I format sono inoltre legati allo sviluppo del pensiero narrativo (Brunner 1986), in quanto, «possiedono una struttura sequenziale ed una storia, […] essi consentono al bambino di sviluppare i concetti primitivi di tempo aspettuale.» (Bruner 1987:103).

La lingua e il suo sviluppo, congiuntamente a una particolare modalità cognitiva, sembrano quindi legati fin dalla primissima infanzia alla narrazione: una forma basilare e preverbale di questa promuove sia l’acquisizione linguistica che l’instaurarsi del pensiero narrativo, che della lingua si nutre e che costituisce «in definitiva, […]la struttura narrativa della nostra mente.» (Taeschner, Pirchio, Rinaldi 2009:75). Marco Taddeo (2007:3) sintetizza bene il pensiero di Bruner che abbiamo esposto in queste pagine:

«Bruner chiama quest’unità di comunicazione format, che definisce come una struttura d’interazione standardizzata, inizialmente microcosmica fra un adulto e un bambino, che contiene dei ruoli delimitati, che alla fine diventano reversibili (Bruner 1983).
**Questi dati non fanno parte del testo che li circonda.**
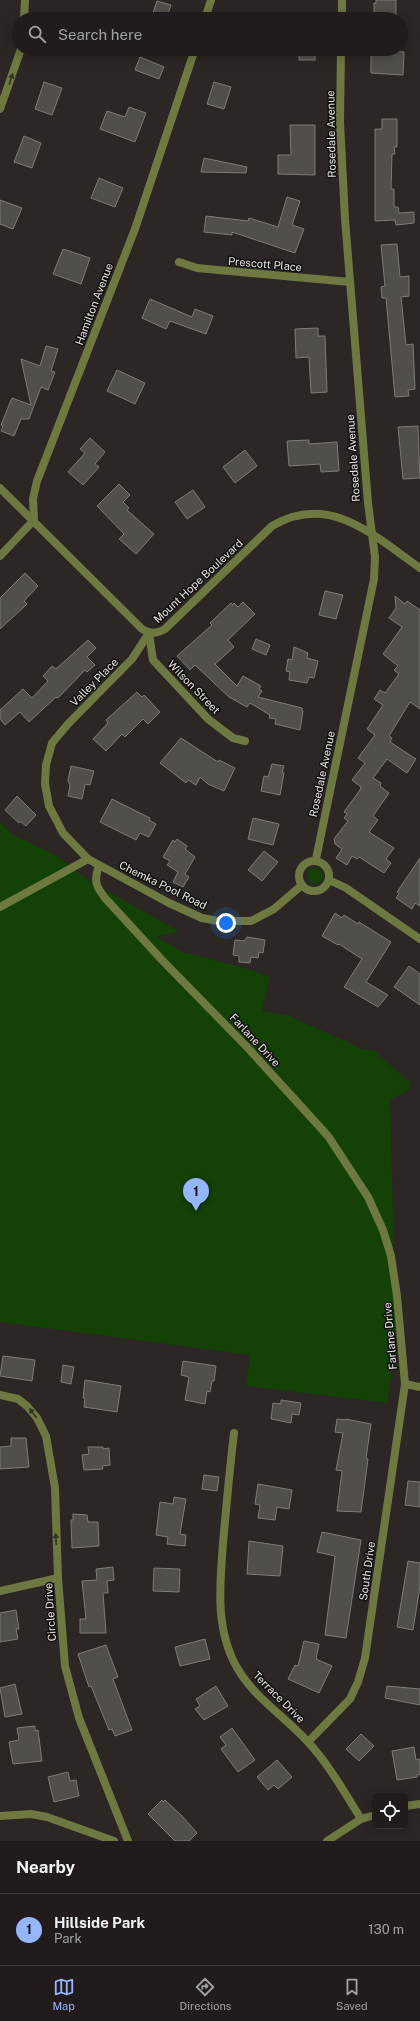 <!DOCTYPE html>
<style>
:root{--surface:#211c1b;--page:#2d2928;--text:#f1f3f6;--muted:#a2a1a3;--line:#3e3a3a;--accent:#95b6fd}
body{margin:0;font-family:"Public Sans",sans-serif;background:var(--page);color:var(--text)}
.controls{position:absolute;right:12px;bottom:12px;display:grid;overflow:hidden;border-radius:6px;box-shadow:0 2px 10px #0003}
.controls button{width:36px;height:36px;display:grid;place-items:center;padding:0;border:0;border-bottom:1px solid var(--line);background:var(--surface);color:var(--text);font:20px sans-serif}
.you{position:absolute;left:226px;top:923px;width:14px;height:14px;margin:-10px;border:3px solid #fff;border-radius:50%;background:#1a73e8;box-shadow:0 0 0 6px #1a73e833}
.badge{display:grid;place-items:center;width:26px;height:26px;border-radius:50%;background:var(--accent);color:#111;font-size:13px;font-weight:700}
.pin{position:absolute;translate:-50% -33px;filter:drop-shadow(0 1px 2px #0008)}
.pin::after{content:'';position:absolute;top:21px;width:14px;height:12px;background:inherit;clip-path:polygon(0 0,100% 0,50% 100%)}
.list{margin:0;padding:0;list-style:none}
h2{display:flex;justify-content:space-between;align-items:center;height:52px;margin:0;padding:0 16px;font-size:17px}
h2 small{font-size:13px;font-weight:400;color:var(--muted)}
.list li{display:grid;grid-template-columns:26px 1fr auto;gap:12px;align-items:center;box-sizing:border-box;height:72px;padding:0 16px;border-top:1px solid var(--line)}
.list b{display:block;font-size:15px;white-space:nowrap}
.list p{margin:0;font-size:13px;white-space:nowrap;color:var(--muted)}
.list em{font-size:13px;font-style:normal;color:var(--muted)}
.icon{flex:none;width:22px;height:22px;fill:none;stroke:currentColor;stroke-width:2;stroke-linecap:round;stroke-linejoin:round}
.map{position:relative;flex:none;width:420px;height:1841px;overflow:hidden}
.search{position:absolute;background:var(--surface);box-shadow:0 2px 10px #0003;left:12px;right:12px;top:12px;height:44px;display:flex;align-items:center;gap:10px;box-sizing:border-box;padding:0 14px;border-radius:22px;color:var(--muted);font-size:15px}
.sheet{height:124px;background:var(--surface)}
nav{display:flex;justify-content:space-around;align-items:center;box-sizing:border-box;height:56px;border-top:1px solid var(--line);background:var(--surface);font-size:11px;color:var(--muted)}
nav a{display:grid;justify-items:center;gap:2px}
nav .on{color:var(--accent)}
.map>svg:first-child{display:block}
.green{fill:#134106}
.building{fill:#524e4a;stroke:#7f7b76}
.lines{fill:none;stroke-linecap:round;stroke-linejoin:round}
.minor{stroke:#6e7841;stroke-width:8}
.oneway{fill:#323420}
.labels{text-anchor:middle;stroke-width:3;stroke-linejoin:round;paint-order:stroke}
.street-label{font-size:11px;fill:#e7e4e2;stroke:#12100f}
</style>
<div class="map">
<svg width="420" height="1841" viewBox="0 0 420 1841">
<rect width="100%" height="100%" fill="#2c2624"/>
<g class="green">
<path d="M0,822L10,833L59,857L92,883L179,931L156,937L183,952L245,968L270,977L262,1011L287,1015L363,1049L374,1050L409,1082V1090L390,1100L397,1369H392L387,1403L246,1386L250,1355L0,1322Z"/>
<circle cx="315" cy="876" r="8"/>
</g>
<g class="building">
<path d="M376,0H396V19H374V3H376Z"/>
<path d="M157,1L171,5L166,19L152,16Z"/>
<rect x="299" y="49" width="16" height="11"/>
<path d="M377,50L404,52L403,75L371,73V51L377,52Z"/>
<path d="M140,57L164,67L159,79L135,70Z"/>
<path d="M44,82L62,88L52,115L35,109Z"/>
<path d="M214,82L231,87L224,109L207,104Z"/>
<path d="M129,107L146,113L135,142L100,129L107,111L125,117Z"/>
<path d="M382,119H397V147H394L395,154H392L391,189H394V207H398L399,213L414,212V223L396,225L395,220L375,221V129H382Z"/>
<path d="M290,125H315V175L278,174V155H291Z"/>
<path d="M24,136L41,143L32,168L14,162Z"/>
<path d="M204,158L247,167L246,173L201,172Z"/>
<path d="M99,178L123,188L115,207L91,198Z"/>
<path d="M287,197L300,201L292,225L304,229L295,253L232,232V235L204,232L206,216L248,221L249,218L278,227Z"/>
<path d="M0,200L22,208L13,229L0,224Z"/>
<path d="M397,244L400,277L409,276V296L401,297L406,345L413,344L415,389L408,390L409,396L395,397L386,298H382L381,287L385,286L381,245Z"/>
<path d="M63,249L90,258L81,284L53,274Z"/>
<path d="M150,299L192,317L195,309L213,316L206,334L170,321L166,329L142,318Z"/>
<path d="M318,328V336H325L327,392L311,393L309,357L296,358L295,329Z"/>
<path d="M46,346L58,349L51,371L55,372L48,390L41,387L29,419H21L14,436L1,431L3,426L1,425L12,398L31,405L21,359L40,366Z"/>
<path d="M117,370L145,383L135,404L107,391Z"/>
<path d="M418,426L420,478L403,479L398,427Z"/>
<path d="M90,438L105,452L95,464L99,467L83,485L68,472L85,453L80,449Z"/>
<path d="M309,440V444L337,442L339,471L321,472L320,464L289,466L287,441Z"/>
<path d="M245,450L257,466L235,483L223,467Z"/>
<path d="M119,484L130,495L123,502L129,508L127,510L154,534L136,554L119,539L124,534L97,506Z"/>
<path d="M193,490L205,507L187,519L175,502Z"/>
<path d="M25,573L38,586L24,601L27,604L0,629V598Z"/>
<path d="M325,591L343,595L336,619L319,615Z"/>
<path d="M395,596L405,604L407,601L420,610V709L410,702L389,736L392,738L390,742L416,759L407,773L387,759L373,778L381,783L380,786L389,793L373,816L378,820L369,832L394,848L386,859L391,863L384,873L359,857L357,859L352,856L347,865L336,858L342,849L335,844L334,839L348,821L344,818L347,814L344,812L360,790L361,787L352,780L365,763L358,758L375,735L367,729L383,705L374,699L380,690L385,693L399,674L394,670L398,666L383,654L402,627L389,618L396,608Z"/>
<path d="M243,602L255,614L228,640L234,647L215,664L237,686L243,676L261,686L259,689L262,691L258,697L302,708V711H303L300,730L275,724L276,719L269,718L270,715L250,703L247,707L229,697L195,665L190,670L177,656L212,625L210,623L231,603L233,605L234,603L238,607Z"/>
<path d="M256,639L270,645L266,655L252,649Z"/>
<path d="M88,640L96,648L87,657L95,665L87,672L85,670L58,698L56,697L29,722L20,712L5,725L0,719V710L23,689L32,698L48,681L43,676L52,666L56,669Z"/>
<path d="M294,647L308,653L307,658L318,661L314,678L309,677L307,683L289,680L290,672L286,671L288,659L292,660Z"/>
<path d="M137,692L142,697L144,695L160,712L148,724L143,719L125,737L122,734L106,751L93,739L108,723L106,720Z"/>
<path d="M181,738L218,762L219,760L235,768L224,791L208,784L200,777L196,785L188,780L186,783L160,763Z"/>
<path d="M272,764L284,766L282,773H284L280,795L261,791L264,776L268,777Z"/>
<path d="M71,766L94,771L90,785L85,784L82,799L68,796L70,785L68,781Z"/>
<path d="M17,796L36,815L26,826L20,821L19,823L5,810Z"/>
<path d="M112,799L150,818L149,820L156,824L149,837L140,833L136,840L100,822Z"/>
<path d="M253,818L279,824L273,845L248,839Z"/>
<path d="M177,839L187,846L185,849L195,857L185,874L189,877L183,887L173,882L178,872L167,865L170,861L163,857L173,840L175,842Z"/>
<path d="M264,851L278,862L262,881L248,870Z"/>
<path d="M420,858V906L415,903L412,909L396,898L399,893L397,892Z"/>
<path d="M335,913L342,918L344,915L358,924L359,922L391,942L366,982L388,995L378,1007L344,987L362,959L339,944L338,945L322,936Z"/>
<path d="M247,937L265,940L263,953L259,952L258,958L251,957L250,963L239,962V956L233,955L235,940L244,941Z"/>
<path d="M409,966L420,974V1005L394,987Z"/>
<path d="M3,1356L35,1360L32,1381L0,1376Z"/>
<path d="M183,1361L216,1366L214,1381H212L210,1392L207,1391L205,1404L185,1400L189,1377L181,1375Z"/>
<path d="M63,1365L74,1367L71,1384L61,1382Z"/>
<path d="M85,1380L121,1386L117,1412L84,1407L85,1398H83Z"/>
<path d="M281,1400L301,1403L299,1415L292,1414L291,1423L271,1419L273,1403L281,1404Z"/>
<path d="M337,1419L345,1420V1419L371,1424L366,1458L368,1459L361,1512L337,1511L342,1471L336,1470L343,1433L335,1432Z"/>
<path d="M11,1438H26L29,1467L0,1469V1447L11,1446Z"/>
<path d="M88,1447H103V1449L109,1448L110,1465L102,1466L103,1469L84,1470L82,1455L89,1454Z"/>
<path d="M204,1475L219,1477L217,1491L202,1489Z"/>
<path d="M408,1481L420,1482V1507L405,1505Z"/>
<path d="M258,1484L292,1490L289,1509L277,1507L275,1520L258,1518L260,1505L255,1504Z"/>
<path d="M174,1497L186,1499L180,1534L186,1535L185,1546L167,1544L168,1537L156,1535L160,1502L173,1504Z"/>
<path d="M73,1514L87,1515L88,1522H98L99,1546L72,1548L71,1520H73Z"/>
<path d="M322,1532L361,1540L346,1638L325,1635L335,1556L317,1552Z"/>
<path d="M249,1541L283,1546L280,1576L247,1574Z"/>
<path d="M408,1561L420,1563V1586L413,1630L397,1627Z"/>
<path d="M113,1567L114,1580L107,1581L108,1593H103L106,1633H80V1619H86L82,1581L97,1580L96,1569Z"/>
<path d="M154,1568L180,1569L179,1592L153,1591Z"/>
<path d="M16,1610L19,1629H16L18,1639L0,1642V1613Z"/>
<path d="M205,1639L210,1659L180,1666L175,1647Z"/>
<path d="M304,1641L319,1644L316,1659L332,1666L319,1693L288,1679L295,1665L298,1666Z"/>
<path d="M106,1645L118,1677L113,1679L132,1730L115,1736L112,1729L109,1730L91,1686L89,1687L78,1654Z"/>
<path d="M15,1684L22,1714L5,1717L0,1688Z"/>
<path d="M216,1686L228,1706L204,1720L195,1709L200,1706L196,1699Z"/>
<path d="M387,1686L420,1689V1705L385,1698Z"/>
<path d="M35,1726V1731L38,1730L42,1761L13,1764L9,1742L19,1740L17,1728Z"/>
<path d="M232,1728L255,1760L238,1772L221,1749L226,1745L220,1737Z"/>
<path d="M361,1734L374,1746L359,1761L346,1749Z"/>
<path d="M414,1747L416,1760L420,1759V1774L417,1775V1777L397,1780L392,1751Z"/>
<path d="M277,1760L292,1777L278,1789L274,1785L268,1790L257,1777Z"/>
<path d="M68,1772L70,1781L76,1780L79,1796L54,1802L48,1777Z"/>
<path d="M162,1800L163,1802L165,1800L182,1816L197,1833L189,1841H175L148,1814Z"/>
</g>
<g class="lines">
<g class="minor">
<path d="M24,19L25,0"/>
<path d="M205,19L211,0"/>
<path d="M342,19V0"/>
<path d="M0,109L21,49"/>
<path d="M179,262L197,268L350,282"/>
<path d="M0,488L142,629C151,634 156,634 165,629L272,526C330,492 374,536 420,568"/>
<path d="M0,556L34,520L33,499L37,481L135,229L195,49"/>
<path d="M149,633L132,659L68,724L52,743L46,765L45,784L49,806L63,833L88,859L169,903L202,918L218,921H251L274,909L302,885"/>
<path d="M149,633L153,660L208,719L233,738L245,741"/>
<path d="M316,859L374,579L375,557L368,503L345,219L340,122L341,49"/>
<circle cx="314" cy="876" r="15"/>
<path d="M99,865C94,881 95,885 105,898L162,960L247,1047L328,1136L368,1197L383,1230L391,1256L397,1296L405,1384L365,1658L358,1682L350,1699L308,1742"/>
<path d="M329,880L346,888L420,939"/>
<path d="M0,907L88,859"/>
<path d="M405,1384L420,1387"/>
<path d="M0,1395L18,1399L27,1406L37,1418L46,1436L55,1488L58,1578L65,1666L79,1718L128,1841"/>
<path d="M234,1433C230,1466 227,1499 224,1532C220,1580 213,1633 241,1674C258,1700 286,1718 307,1741C328,1763 345,1793 361,1819"/>
<path d="M0,1591L58,1578"/>
<path d="M405,1806L420,1804"/>
<path d="M0,1816L31,1814L47,1817L114,1841"/>
<path d="M327,1841L361,1819L375,1815"/>
</g>
</g>
<defs><path id="oneway-solid" d="M-6-.8H1V-3.2L6.5 0L1 3.2V.8H-6Z"/></defs>
<g class="oneway">
<use href="#oneway-solid" transform="translate(11 79) rotate(-71)"/>
<use href="#oneway-solid" transform="translate(33 1413) rotate(-127)"/>
<use href="#oneway-solid" transform="translate(56 1539) rotate(-93)"/>
</g>
<g class="labels">
<g class="street-label">
<text transform="translate(331 134) rotate(-91)" y="4">Rosedale Avenue</text>
<text transform="translate(265 264) rotate(5)" y="4">Prescott Place</text>
<text transform="translate(94 304) rotate(-69)" y="4">Hamilton Avenue</text>
<text transform="translate(353 458) rotate(-94)" y="4">Rosedale Avenue</text>
<text transform="translate(198 581) rotate(-43)" y="4">Mount Hope Boulevard</text>
<text transform="translate(94 682) rotate(-45)" y="4">Valley Place</text>
<text transform="translate(194 687) rotate(46)" y="4">Wilson Street</text>
<text transform="translate(322 774) rotate(-78)" y="4">Rosedale Avenue</text>
<text transform="translate(163 885) rotate(26)" y="4">Chemka Pool Road</text>
<text transform="translate(255 1040) rotate(47)" y="4">Farlane Drive</text>
<text transform="translate(390 1336) rotate(-95)" y="4">Farlane Drive</text>
<text transform="translate(367 1571) rotate(-82)" y="4">South Drive</text>
<text transform="translate(50 1612) rotate(-94)" y="4">Circle Drive</text>
<text transform="translate(279 1697) rotate(45)" y="4">Terrace Drive</text>
</g>
</g>
</svg>
<div class="controls">
<button><svg class="icon" aria-label="locate" viewBox="0 0 24 24"><circle cx="12" cy="12" r="6"/><path d="M12 2v4M12 18v4M2 12h4M18 12h4"/></svg></button>
</div>
<div class="you"></div>
<div class="pin badge" style="left:196px;top:1211px">1</div>
<div class="search"><svg class="icon" aria-label="search" viewBox="0 0 24 24"><circle cx="10" cy="10" r="6"/><path d="M15 15l6 6"/></svg>Search here</div>
</div>
<section class="sheet">
<h2>Nearby<small></small></h2>
<ul class="list">
<li><span class="badge">1</span><div><b>Hillside Park</b><p>Park</p></div><em>130 m</em></li>
</ul>
</section>
<nav>
<a class="on"><svg class="icon" aria-label="map" viewBox="0 0 24 24"><path d="M3 6l6-2 6 2 6-2v14l-6 2-6-2-6 2zM9 4v14M15 6v14"/></svg>Map</a>
<a><svg class="icon" aria-label="directions" viewBox="0 0 24 24"><path d="M12 3l9 9-9 9-9-9zM9 14v-3h6M13 9l2 2-2 2"/></svg>Directions</a>
<a><svg class="icon" aria-label="saved" viewBox="0 0 24 24"><path d="M7 4h10v16l-5-4-5 4z"/></svg>Saved</a>
</nav>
Un format nasce nel momento in cui un contesto naturale viene convenzionalizzato, ritualizzato con delle procedure ripetitive permettendo al bambino di fare emergere dallo sfondo del flusso fenomenico dei segnali significativi e stabili. Le azioni di ciascuno dei due partecipanti sono

contemporaneamente risposta e stimolo successivo, in un processo di influenzamento reciproco che permette di creare forme sempre più evolute di cooperazione. Essi costituiscono il principale veicolo attraverso cui è possibile rendere chiare le proprie intenzioni comunicative e cogliere quelle altrui. Di conseguenza i format sono gli strumenti fondamentali per il passaggio dalla comunicazione alla verbalizzazione poiché possiedono una struttura sequenziale, una storia, implicano l’elaborazione di un’intenzione ed una attività interpretativa.»